++++ The data

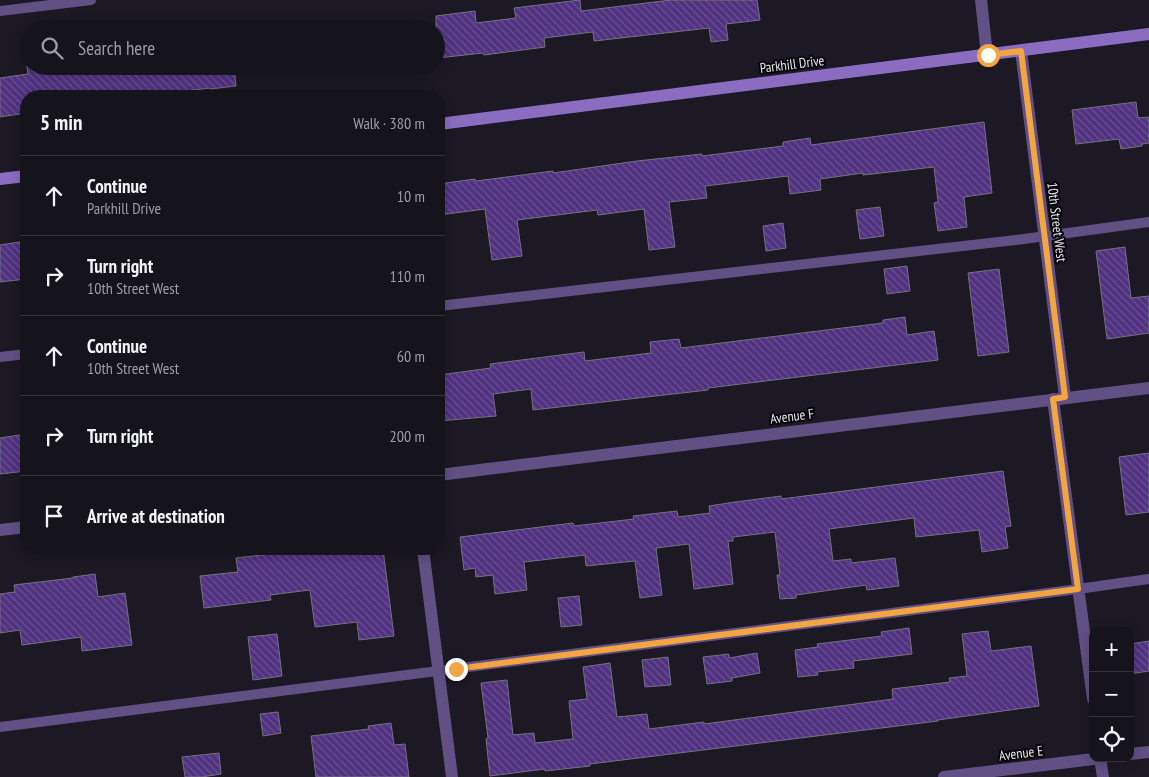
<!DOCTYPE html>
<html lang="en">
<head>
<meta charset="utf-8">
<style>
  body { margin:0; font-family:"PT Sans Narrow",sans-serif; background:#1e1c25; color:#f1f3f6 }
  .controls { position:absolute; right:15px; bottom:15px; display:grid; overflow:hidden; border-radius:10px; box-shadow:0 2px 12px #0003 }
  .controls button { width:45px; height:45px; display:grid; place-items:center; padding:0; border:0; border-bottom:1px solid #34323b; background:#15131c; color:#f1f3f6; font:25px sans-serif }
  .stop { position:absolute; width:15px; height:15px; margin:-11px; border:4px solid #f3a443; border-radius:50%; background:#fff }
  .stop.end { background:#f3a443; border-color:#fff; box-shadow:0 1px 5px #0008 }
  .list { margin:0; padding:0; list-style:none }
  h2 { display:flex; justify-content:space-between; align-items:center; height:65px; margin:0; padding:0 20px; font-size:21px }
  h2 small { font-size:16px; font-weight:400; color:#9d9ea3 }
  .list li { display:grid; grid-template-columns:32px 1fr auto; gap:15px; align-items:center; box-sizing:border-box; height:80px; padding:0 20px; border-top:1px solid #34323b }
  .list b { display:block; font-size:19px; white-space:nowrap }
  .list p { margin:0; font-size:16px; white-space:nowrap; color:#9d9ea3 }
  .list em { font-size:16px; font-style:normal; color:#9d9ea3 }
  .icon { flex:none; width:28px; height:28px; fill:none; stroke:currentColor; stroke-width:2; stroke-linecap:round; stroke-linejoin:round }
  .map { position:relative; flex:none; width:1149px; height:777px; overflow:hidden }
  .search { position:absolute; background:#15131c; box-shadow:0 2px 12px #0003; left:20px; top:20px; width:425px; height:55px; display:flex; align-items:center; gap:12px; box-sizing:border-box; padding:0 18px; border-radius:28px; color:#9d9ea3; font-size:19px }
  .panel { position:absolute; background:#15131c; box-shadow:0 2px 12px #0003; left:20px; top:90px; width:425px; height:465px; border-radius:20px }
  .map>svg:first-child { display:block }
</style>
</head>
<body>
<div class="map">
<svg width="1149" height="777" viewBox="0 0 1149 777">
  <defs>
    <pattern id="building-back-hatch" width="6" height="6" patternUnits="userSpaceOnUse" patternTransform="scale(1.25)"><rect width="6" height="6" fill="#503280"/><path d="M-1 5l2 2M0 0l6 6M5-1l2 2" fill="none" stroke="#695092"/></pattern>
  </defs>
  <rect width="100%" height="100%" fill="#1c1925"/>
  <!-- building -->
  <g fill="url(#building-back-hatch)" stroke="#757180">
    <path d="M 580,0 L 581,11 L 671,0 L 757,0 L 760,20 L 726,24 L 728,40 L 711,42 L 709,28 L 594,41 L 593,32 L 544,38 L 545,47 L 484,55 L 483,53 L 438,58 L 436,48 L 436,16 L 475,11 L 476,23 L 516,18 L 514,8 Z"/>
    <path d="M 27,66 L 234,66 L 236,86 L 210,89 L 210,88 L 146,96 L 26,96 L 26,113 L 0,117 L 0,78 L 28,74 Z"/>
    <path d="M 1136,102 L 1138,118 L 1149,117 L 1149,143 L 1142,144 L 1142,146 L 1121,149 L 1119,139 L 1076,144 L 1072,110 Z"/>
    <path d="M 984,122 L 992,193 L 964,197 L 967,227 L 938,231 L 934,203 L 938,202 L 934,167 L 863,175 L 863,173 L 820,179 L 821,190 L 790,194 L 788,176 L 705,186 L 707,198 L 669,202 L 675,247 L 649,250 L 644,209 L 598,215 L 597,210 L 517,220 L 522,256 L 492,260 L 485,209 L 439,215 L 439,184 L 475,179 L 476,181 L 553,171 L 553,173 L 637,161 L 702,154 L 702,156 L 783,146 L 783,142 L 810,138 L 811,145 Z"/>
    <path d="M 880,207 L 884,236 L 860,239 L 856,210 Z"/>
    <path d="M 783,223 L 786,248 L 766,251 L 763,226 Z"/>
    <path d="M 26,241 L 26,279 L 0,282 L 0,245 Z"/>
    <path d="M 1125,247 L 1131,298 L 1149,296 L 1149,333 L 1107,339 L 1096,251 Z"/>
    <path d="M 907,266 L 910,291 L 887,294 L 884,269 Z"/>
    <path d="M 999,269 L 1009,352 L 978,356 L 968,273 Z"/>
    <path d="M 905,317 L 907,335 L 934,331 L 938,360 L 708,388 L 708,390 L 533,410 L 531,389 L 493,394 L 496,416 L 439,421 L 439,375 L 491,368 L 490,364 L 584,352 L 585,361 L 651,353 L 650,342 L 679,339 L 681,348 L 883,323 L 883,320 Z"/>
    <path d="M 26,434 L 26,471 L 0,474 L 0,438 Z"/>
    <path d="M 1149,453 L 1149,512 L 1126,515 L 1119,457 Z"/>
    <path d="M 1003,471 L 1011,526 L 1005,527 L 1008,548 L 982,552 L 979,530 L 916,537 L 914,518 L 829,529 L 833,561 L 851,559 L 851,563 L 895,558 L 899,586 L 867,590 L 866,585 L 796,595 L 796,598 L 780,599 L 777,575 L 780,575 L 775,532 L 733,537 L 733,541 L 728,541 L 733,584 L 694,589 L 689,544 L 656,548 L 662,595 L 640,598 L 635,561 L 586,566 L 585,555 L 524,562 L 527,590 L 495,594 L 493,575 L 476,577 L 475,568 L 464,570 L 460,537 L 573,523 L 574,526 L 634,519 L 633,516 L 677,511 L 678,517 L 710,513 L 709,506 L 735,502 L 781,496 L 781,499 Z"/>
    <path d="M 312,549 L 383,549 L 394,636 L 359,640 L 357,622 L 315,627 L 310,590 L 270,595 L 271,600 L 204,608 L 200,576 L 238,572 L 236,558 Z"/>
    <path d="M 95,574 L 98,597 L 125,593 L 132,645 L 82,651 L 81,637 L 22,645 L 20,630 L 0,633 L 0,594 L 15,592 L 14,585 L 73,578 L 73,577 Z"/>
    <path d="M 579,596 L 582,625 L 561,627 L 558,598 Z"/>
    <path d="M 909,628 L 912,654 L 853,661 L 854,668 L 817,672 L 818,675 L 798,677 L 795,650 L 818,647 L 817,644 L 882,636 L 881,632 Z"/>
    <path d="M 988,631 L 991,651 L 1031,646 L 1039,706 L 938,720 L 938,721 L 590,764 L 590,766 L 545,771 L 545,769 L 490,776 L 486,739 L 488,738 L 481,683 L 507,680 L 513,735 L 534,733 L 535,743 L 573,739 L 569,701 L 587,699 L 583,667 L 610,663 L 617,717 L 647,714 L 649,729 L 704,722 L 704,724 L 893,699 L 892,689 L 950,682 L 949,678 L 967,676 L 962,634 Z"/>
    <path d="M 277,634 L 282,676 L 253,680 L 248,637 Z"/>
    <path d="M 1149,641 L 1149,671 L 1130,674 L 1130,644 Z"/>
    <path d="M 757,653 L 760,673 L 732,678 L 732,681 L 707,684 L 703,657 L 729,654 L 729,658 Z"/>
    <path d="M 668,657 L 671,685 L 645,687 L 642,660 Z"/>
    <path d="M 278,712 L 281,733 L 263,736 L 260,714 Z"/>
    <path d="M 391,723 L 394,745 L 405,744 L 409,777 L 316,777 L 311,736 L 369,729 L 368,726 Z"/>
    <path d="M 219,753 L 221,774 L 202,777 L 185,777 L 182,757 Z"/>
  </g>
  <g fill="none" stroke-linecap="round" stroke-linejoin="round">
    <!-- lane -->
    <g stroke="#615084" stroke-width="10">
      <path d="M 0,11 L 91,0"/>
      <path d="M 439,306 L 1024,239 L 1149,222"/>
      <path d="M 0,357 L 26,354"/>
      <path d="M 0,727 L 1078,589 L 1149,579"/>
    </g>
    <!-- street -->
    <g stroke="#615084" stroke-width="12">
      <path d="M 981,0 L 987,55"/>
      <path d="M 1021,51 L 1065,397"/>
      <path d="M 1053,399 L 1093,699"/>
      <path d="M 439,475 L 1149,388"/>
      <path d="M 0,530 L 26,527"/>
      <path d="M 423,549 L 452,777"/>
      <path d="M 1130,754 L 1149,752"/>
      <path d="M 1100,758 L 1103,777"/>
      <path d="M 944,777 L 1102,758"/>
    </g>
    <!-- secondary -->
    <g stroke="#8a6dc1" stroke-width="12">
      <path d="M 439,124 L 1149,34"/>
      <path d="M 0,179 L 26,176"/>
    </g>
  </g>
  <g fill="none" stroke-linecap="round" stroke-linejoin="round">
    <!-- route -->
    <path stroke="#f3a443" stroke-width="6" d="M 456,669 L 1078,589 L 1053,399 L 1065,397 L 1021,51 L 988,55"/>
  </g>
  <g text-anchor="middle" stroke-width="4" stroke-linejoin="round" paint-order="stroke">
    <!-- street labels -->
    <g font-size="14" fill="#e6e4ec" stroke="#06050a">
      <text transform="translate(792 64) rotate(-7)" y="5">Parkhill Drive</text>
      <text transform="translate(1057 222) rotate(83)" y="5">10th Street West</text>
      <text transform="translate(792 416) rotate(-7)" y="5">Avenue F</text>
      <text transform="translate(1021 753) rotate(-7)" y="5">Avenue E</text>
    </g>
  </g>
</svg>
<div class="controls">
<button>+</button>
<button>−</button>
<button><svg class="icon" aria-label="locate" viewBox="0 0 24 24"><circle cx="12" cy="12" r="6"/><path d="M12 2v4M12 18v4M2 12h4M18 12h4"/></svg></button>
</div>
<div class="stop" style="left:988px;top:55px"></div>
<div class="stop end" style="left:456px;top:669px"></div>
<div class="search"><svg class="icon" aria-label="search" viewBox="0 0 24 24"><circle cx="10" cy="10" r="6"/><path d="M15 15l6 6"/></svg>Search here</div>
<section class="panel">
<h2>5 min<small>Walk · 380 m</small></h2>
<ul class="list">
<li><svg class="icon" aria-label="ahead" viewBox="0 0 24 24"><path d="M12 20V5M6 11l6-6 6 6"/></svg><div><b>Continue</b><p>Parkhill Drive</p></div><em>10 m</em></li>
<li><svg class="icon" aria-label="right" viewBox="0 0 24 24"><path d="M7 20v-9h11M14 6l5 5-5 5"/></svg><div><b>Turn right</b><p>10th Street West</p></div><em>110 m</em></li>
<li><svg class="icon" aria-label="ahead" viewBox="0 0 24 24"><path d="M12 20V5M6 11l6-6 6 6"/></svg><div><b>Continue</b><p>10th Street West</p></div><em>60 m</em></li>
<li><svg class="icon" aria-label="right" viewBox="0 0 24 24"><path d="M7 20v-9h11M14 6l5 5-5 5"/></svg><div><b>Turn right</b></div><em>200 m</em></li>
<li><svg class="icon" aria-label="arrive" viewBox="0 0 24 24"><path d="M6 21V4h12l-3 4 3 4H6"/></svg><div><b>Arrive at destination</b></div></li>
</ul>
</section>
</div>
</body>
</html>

++++++++

### Brief
In the material above, how many lines hold the string "building"? Give the number and nothing else.

### Written solution
3